Drittens spielt sicher das Arbeitsfeld eine Rolle. Wer selbst traumatisiert ist, sollte nicht mit traumatisierten Patienten arbeiten (PTBS; Borderline, DIS usw.). Das hebt die therapeutische Distanz auf, die nötig ist, um ohne zu große emotionale Beteiligung die Probleme der Patienten zu betrachten, was gerade einer unserer entscheidenden Vorteile in einer professionellen Arbeitsbeziehung ist. Würde dann am ehesten den Gerontobereich empfehlen (es sei denn, Täter waren im Seniorenalter).

Letzendlich muss es jeder selber wissen und verantwortlich handeln.

Die Kollegen, die ich als Patienten betreut habe, haben überwiegend von einer Weiterarbeit in der Psychiatrie abgesehen oder aber in einen für sie "ungefährlichen" Bereich gewechselt.

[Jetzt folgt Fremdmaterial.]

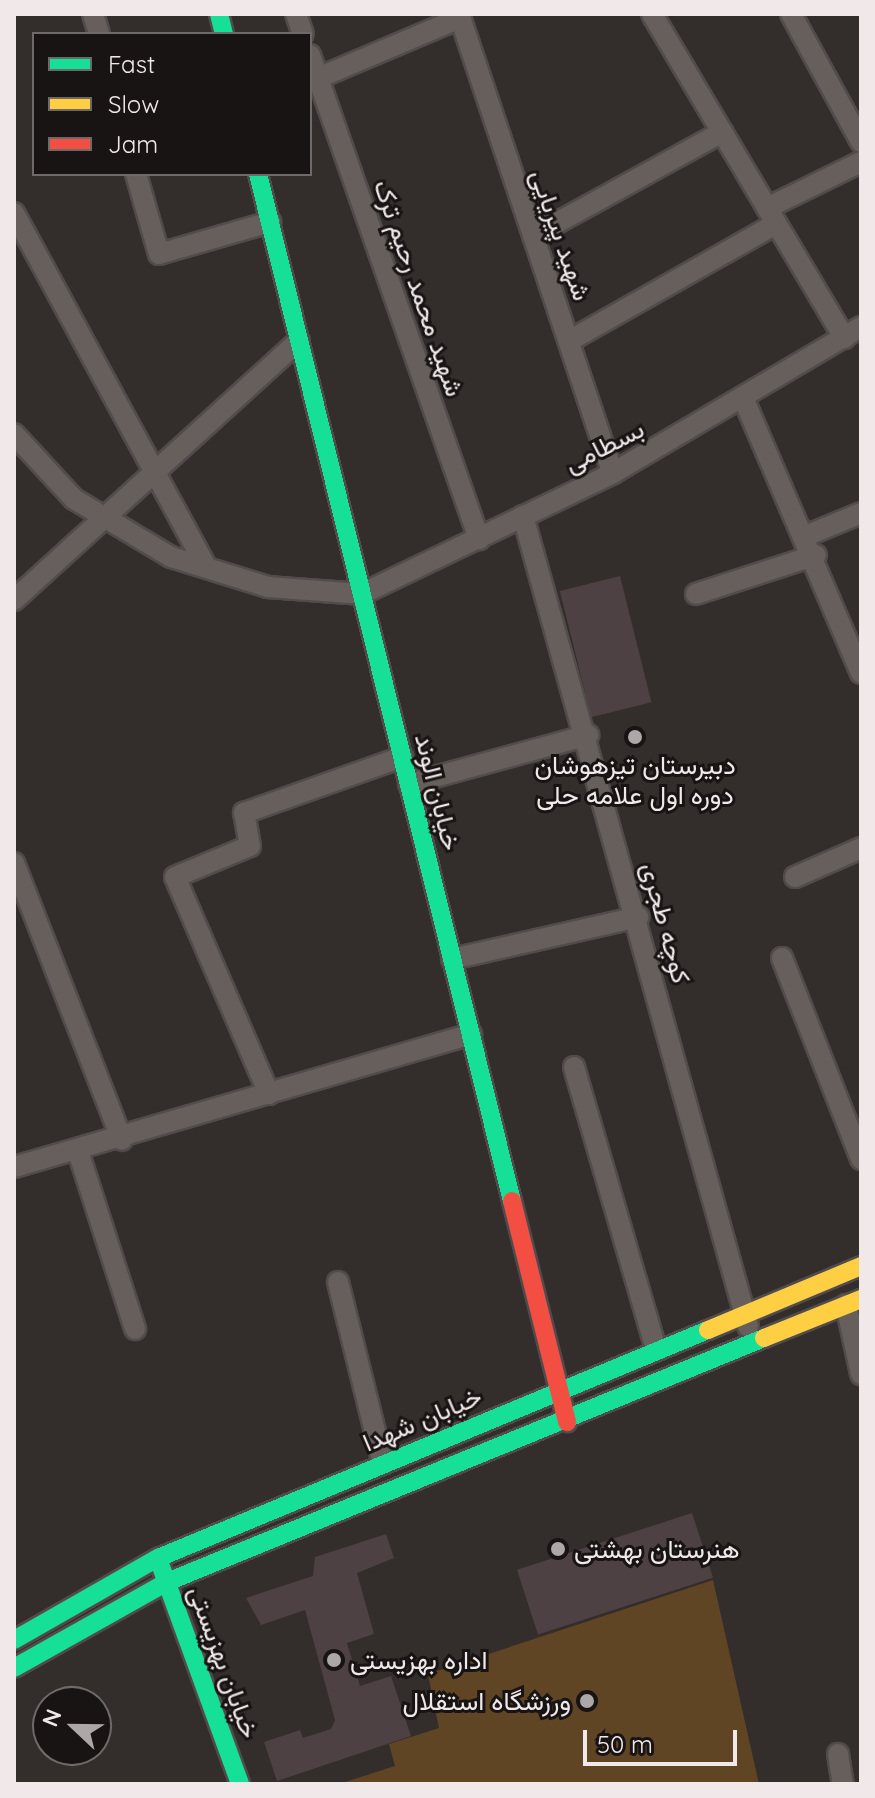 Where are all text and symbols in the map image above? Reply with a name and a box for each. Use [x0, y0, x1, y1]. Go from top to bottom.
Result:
legend [32, 32, 312, 176]
text: Fast [108, 49, 155, 79]
text: Slow [108, 89, 159, 119]
text: Jam [108, 129, 158, 159]
street label: شهید پیریایی [524, 165, 598, 305]
street label: شهید محمد رحیم ترک [367, 176, 471, 400]
street label: بسطامی [559, 413, 649, 479]
marker: دبیرستان تیزهوشان دوره اول علامه حلی [626, 728, 644, 746]
street label: خیابان الوند [408, 730, 468, 854]
place label: دبیرستان تیزهوشان دوره اول علامه حلی [534, 749, 736, 810]
street label: کوچه طجری [635, 859, 697, 987]
street label: خیابان شهدا [358, 1380, 486, 1458]
place label: هنرستان بهشتی [574, 1533, 740, 1565]
marker: هنرستان بهشتی [549, 1540, 567, 1558]
street label: خیابان بهزیستی [182, 1582, 266, 1742]
place label: اداره بهزیستی [350, 1644, 487, 1676]
marker: اداره بهزیستی [325, 1651, 343, 1669]
place label: ورزشگاه استقلال [403, 1685, 571, 1717]
north arrow [32, 1686, 112, 1766]
marker: ورزشگاه استقلال [578, 1692, 596, 1710]
text: N [36, 1705, 68, 1731]
scale bar [587, 1714, 741, 1764]
text: 50 m [597, 1729, 653, 1759]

Und für die Grundstabilität ist es ein Unterschied, ob es sich um anhaltende jahrelange Traumatisierungen oder um einmalige Traumen handelt. gerade bei letzteren kann man gute Therapieerfolge mit relativ kurzen Psychotherapien erreichen. Empfehlenswert sind logischerweise Therapeuten und Einrichtungen, die sich darauf spezielisiert haben.